Due to this bias, we tend to focus on the 5% false-positive rate and the fact that an individual received a positive result: indeed, the response given by half the participants was a “95%” chance that they have the disease and the average answer around 56%, when in fact the correct answer (taking the base rate of 1/1000 or 0.1% into account) is only a 2% chance that someone receiving a positive result actually has the disease. To explain this, consider a random sample of 1000 people tested for the disease:
- 1 person actually has the disease (1/1000 prevalence) and produces 1 true positive result
- 999 people don’t have the disease, but due to the 5% false-positive rate produce 49.95 false positive results
Therefore, the odds that someone who tests positive actually has the disease is 1 in (49.95 + 1), or ~2%.
In Practice
As with many cognitive biases, this has very real implications for the average person’s life.
- Obviously, if you test positive for a rare but serious disease, the first question that comes to mind is “What’s the false positive rate?” but that tells you very little without also knowing the base rate of occurrence.
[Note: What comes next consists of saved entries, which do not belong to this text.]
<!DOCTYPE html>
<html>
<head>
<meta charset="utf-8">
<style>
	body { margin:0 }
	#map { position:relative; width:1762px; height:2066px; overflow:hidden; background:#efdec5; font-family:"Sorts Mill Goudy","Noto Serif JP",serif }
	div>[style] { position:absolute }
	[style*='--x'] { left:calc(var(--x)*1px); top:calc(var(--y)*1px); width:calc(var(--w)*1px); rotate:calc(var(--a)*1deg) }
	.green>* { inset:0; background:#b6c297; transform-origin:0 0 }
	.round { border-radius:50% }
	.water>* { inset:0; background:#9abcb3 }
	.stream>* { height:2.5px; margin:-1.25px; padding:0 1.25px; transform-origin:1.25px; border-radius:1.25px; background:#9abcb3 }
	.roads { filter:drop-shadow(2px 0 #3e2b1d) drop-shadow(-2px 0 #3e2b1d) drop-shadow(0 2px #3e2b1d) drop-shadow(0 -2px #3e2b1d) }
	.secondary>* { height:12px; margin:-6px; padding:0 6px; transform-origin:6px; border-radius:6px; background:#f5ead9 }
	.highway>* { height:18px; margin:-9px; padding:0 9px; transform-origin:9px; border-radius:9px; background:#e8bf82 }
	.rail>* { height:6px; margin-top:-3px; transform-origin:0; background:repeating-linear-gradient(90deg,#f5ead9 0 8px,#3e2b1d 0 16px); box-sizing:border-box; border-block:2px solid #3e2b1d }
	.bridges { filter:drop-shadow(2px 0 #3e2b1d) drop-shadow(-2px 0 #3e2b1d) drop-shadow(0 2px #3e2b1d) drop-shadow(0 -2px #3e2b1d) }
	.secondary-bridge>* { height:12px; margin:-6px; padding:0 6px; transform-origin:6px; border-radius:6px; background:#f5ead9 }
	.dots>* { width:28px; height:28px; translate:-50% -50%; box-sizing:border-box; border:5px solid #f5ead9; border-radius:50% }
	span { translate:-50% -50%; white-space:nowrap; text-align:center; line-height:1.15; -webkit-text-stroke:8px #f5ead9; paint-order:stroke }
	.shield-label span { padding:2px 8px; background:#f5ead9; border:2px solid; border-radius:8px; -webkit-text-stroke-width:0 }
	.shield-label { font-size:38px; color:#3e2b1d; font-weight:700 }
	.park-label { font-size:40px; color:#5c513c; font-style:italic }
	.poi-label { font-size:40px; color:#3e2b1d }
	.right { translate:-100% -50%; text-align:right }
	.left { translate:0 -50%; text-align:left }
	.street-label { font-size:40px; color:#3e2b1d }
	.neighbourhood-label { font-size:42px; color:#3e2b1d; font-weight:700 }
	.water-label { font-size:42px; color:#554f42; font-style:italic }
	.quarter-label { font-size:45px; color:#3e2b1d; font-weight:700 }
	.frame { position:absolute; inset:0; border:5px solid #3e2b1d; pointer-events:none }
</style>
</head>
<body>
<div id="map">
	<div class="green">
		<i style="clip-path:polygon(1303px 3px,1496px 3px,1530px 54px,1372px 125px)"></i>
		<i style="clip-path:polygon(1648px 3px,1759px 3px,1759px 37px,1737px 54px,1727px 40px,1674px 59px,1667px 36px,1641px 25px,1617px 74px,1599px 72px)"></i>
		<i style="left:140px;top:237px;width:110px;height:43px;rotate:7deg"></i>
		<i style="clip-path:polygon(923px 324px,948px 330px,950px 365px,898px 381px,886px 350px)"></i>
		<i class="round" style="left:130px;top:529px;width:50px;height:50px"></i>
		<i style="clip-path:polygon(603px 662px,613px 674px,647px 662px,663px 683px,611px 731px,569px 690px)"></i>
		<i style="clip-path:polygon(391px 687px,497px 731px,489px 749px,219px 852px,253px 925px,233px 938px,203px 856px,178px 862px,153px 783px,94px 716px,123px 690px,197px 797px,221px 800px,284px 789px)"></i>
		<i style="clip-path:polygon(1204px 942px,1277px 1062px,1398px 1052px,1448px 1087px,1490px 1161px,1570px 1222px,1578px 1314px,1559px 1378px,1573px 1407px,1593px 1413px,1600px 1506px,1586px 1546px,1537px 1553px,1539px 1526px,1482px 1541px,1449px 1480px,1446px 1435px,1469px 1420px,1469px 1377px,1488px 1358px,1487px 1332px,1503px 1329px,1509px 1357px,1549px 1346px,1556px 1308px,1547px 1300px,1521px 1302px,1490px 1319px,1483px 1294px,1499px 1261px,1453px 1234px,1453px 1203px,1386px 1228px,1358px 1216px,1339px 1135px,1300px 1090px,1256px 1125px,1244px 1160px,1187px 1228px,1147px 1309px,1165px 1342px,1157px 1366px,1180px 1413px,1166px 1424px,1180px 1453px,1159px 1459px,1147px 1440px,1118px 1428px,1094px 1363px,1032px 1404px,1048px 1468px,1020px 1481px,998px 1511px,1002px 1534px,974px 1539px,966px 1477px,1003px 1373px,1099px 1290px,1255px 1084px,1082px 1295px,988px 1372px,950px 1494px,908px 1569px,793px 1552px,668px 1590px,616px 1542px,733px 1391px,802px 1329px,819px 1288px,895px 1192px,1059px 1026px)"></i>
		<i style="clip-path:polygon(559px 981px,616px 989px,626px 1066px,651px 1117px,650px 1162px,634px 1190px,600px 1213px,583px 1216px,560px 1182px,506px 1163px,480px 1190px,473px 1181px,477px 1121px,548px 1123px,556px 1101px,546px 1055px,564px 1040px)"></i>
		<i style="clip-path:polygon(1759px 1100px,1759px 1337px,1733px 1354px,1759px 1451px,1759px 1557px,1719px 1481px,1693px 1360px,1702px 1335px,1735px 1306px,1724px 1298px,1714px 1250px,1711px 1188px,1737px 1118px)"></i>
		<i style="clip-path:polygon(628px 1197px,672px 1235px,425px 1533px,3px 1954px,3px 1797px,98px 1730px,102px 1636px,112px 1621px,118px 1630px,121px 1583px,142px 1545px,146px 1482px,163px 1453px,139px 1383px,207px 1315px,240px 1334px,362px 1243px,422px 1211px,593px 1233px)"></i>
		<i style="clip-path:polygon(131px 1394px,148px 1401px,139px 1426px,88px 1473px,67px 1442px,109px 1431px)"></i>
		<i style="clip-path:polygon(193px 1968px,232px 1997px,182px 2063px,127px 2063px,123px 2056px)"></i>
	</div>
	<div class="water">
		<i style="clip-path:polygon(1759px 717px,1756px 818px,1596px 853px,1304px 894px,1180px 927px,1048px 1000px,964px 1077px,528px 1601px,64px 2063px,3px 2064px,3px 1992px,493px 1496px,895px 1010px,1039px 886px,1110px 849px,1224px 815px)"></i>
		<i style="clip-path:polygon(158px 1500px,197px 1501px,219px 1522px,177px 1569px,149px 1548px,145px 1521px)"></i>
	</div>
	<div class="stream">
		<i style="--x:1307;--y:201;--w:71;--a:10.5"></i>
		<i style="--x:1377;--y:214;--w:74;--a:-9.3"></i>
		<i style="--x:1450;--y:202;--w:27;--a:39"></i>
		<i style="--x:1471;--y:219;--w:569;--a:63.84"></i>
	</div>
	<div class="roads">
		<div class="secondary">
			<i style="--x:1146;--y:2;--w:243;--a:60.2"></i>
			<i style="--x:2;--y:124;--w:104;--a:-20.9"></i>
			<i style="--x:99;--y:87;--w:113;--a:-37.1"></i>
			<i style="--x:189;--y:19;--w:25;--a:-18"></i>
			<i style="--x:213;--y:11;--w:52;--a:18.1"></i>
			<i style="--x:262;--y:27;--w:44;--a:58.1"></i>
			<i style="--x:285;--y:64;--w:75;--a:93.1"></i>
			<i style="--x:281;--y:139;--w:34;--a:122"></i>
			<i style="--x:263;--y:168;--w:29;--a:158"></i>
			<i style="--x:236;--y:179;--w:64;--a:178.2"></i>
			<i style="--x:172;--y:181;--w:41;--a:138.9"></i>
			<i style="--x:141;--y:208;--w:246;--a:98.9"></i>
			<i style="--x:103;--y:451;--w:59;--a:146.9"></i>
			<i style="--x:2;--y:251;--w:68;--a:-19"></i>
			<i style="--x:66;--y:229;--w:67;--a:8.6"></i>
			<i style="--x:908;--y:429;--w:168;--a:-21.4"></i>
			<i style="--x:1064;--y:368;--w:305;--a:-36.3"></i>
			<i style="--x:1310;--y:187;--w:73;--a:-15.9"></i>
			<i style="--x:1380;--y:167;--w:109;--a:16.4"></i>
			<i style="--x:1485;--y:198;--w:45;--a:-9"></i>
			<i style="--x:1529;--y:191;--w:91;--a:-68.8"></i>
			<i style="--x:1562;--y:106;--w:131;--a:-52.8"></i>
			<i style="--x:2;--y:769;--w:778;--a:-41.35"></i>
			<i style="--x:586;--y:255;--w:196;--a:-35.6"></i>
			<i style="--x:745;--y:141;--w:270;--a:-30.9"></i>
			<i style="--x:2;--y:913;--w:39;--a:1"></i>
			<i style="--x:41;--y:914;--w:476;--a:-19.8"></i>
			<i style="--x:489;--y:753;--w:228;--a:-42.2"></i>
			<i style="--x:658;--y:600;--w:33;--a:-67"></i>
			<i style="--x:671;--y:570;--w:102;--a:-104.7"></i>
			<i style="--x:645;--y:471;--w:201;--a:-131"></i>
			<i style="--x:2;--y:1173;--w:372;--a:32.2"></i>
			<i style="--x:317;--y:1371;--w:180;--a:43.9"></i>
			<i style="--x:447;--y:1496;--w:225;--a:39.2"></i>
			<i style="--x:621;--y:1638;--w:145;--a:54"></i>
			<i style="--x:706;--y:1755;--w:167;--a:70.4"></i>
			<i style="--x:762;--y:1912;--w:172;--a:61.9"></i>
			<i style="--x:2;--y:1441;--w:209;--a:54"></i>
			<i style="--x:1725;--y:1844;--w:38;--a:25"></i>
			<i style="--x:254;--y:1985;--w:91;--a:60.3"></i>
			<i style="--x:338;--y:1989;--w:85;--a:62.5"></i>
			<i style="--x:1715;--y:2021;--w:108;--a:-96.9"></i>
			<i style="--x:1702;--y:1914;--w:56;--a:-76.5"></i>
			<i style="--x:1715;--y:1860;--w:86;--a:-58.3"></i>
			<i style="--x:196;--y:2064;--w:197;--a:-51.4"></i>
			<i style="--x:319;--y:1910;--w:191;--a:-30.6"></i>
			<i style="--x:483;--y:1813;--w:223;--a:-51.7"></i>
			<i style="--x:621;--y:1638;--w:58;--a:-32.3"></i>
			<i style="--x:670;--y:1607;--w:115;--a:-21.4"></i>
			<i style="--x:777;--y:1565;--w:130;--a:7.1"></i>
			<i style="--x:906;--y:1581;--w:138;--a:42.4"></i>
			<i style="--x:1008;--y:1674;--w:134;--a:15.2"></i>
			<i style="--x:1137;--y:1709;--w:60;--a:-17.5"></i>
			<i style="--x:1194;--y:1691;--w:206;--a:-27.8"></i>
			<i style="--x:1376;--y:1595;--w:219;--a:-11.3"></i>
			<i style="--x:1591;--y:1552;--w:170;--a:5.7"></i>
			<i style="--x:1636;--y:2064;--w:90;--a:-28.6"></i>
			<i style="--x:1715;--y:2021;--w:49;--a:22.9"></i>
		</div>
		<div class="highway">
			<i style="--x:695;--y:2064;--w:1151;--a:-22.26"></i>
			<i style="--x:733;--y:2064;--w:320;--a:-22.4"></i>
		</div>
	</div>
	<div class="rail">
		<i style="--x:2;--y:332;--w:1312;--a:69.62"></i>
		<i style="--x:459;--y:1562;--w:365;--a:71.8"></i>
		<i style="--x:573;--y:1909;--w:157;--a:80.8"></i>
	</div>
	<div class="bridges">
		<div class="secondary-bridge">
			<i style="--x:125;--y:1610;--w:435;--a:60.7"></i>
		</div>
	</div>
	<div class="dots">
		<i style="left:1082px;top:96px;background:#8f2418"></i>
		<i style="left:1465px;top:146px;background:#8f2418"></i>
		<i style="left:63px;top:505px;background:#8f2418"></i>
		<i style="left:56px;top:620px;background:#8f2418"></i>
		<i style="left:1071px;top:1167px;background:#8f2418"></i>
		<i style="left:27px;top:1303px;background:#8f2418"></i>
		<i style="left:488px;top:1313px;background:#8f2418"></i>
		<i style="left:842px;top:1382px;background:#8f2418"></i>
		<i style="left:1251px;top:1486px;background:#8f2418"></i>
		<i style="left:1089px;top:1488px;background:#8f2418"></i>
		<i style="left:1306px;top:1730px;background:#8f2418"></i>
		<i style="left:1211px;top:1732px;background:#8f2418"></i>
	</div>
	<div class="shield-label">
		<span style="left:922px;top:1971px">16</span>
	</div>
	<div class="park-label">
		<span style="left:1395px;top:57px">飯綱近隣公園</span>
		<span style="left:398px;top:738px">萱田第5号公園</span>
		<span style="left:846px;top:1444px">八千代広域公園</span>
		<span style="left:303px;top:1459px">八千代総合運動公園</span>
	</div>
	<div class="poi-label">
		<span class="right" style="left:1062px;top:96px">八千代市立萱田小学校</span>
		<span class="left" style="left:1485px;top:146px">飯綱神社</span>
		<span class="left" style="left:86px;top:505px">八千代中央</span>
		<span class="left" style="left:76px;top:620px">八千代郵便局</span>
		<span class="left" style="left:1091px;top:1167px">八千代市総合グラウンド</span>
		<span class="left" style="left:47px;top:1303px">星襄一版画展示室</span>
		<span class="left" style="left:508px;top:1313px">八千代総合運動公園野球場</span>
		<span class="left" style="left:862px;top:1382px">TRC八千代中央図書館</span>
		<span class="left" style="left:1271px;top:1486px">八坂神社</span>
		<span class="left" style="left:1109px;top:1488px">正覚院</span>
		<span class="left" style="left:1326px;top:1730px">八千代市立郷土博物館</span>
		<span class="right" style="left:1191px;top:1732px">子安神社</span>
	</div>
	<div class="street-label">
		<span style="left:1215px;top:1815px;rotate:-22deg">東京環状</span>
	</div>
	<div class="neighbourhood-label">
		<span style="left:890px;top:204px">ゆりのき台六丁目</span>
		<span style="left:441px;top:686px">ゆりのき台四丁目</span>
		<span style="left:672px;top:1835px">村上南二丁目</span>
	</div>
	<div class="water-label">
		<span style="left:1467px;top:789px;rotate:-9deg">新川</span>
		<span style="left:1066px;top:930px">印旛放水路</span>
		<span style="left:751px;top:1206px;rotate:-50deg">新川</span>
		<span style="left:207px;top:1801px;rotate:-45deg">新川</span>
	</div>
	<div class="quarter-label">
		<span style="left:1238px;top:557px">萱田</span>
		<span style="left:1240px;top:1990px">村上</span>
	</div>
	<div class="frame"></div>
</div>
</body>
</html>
- CNN recently claimed in a story that because “vaccines are only 90% effective…translated into reality, that means for every million fully-vaccinated people who fly, some 100,000 could still become infected.” This framing suggests that even fully-vaccinated people have a 10% chance to catch the disease while flying, which would only be true if everyone flying were guaranteed to be exposed to the virus (a base rate of 100%). In fact, the base rate is nowhere near that high. (One study found it to be 1/4300 or .023%.) Even the base rate were 1%, fully vaccinated people would then have a 0.1% chance of still contracting the virus, not a 10% chance as CNN suggests. While overstating the odds of post-vaccination infection might seem like a good thing if it means fewer people run the risk of flying, it can also mean fewer people choosing to get vaccinated if they believe it won’t make a difference, and of course it does.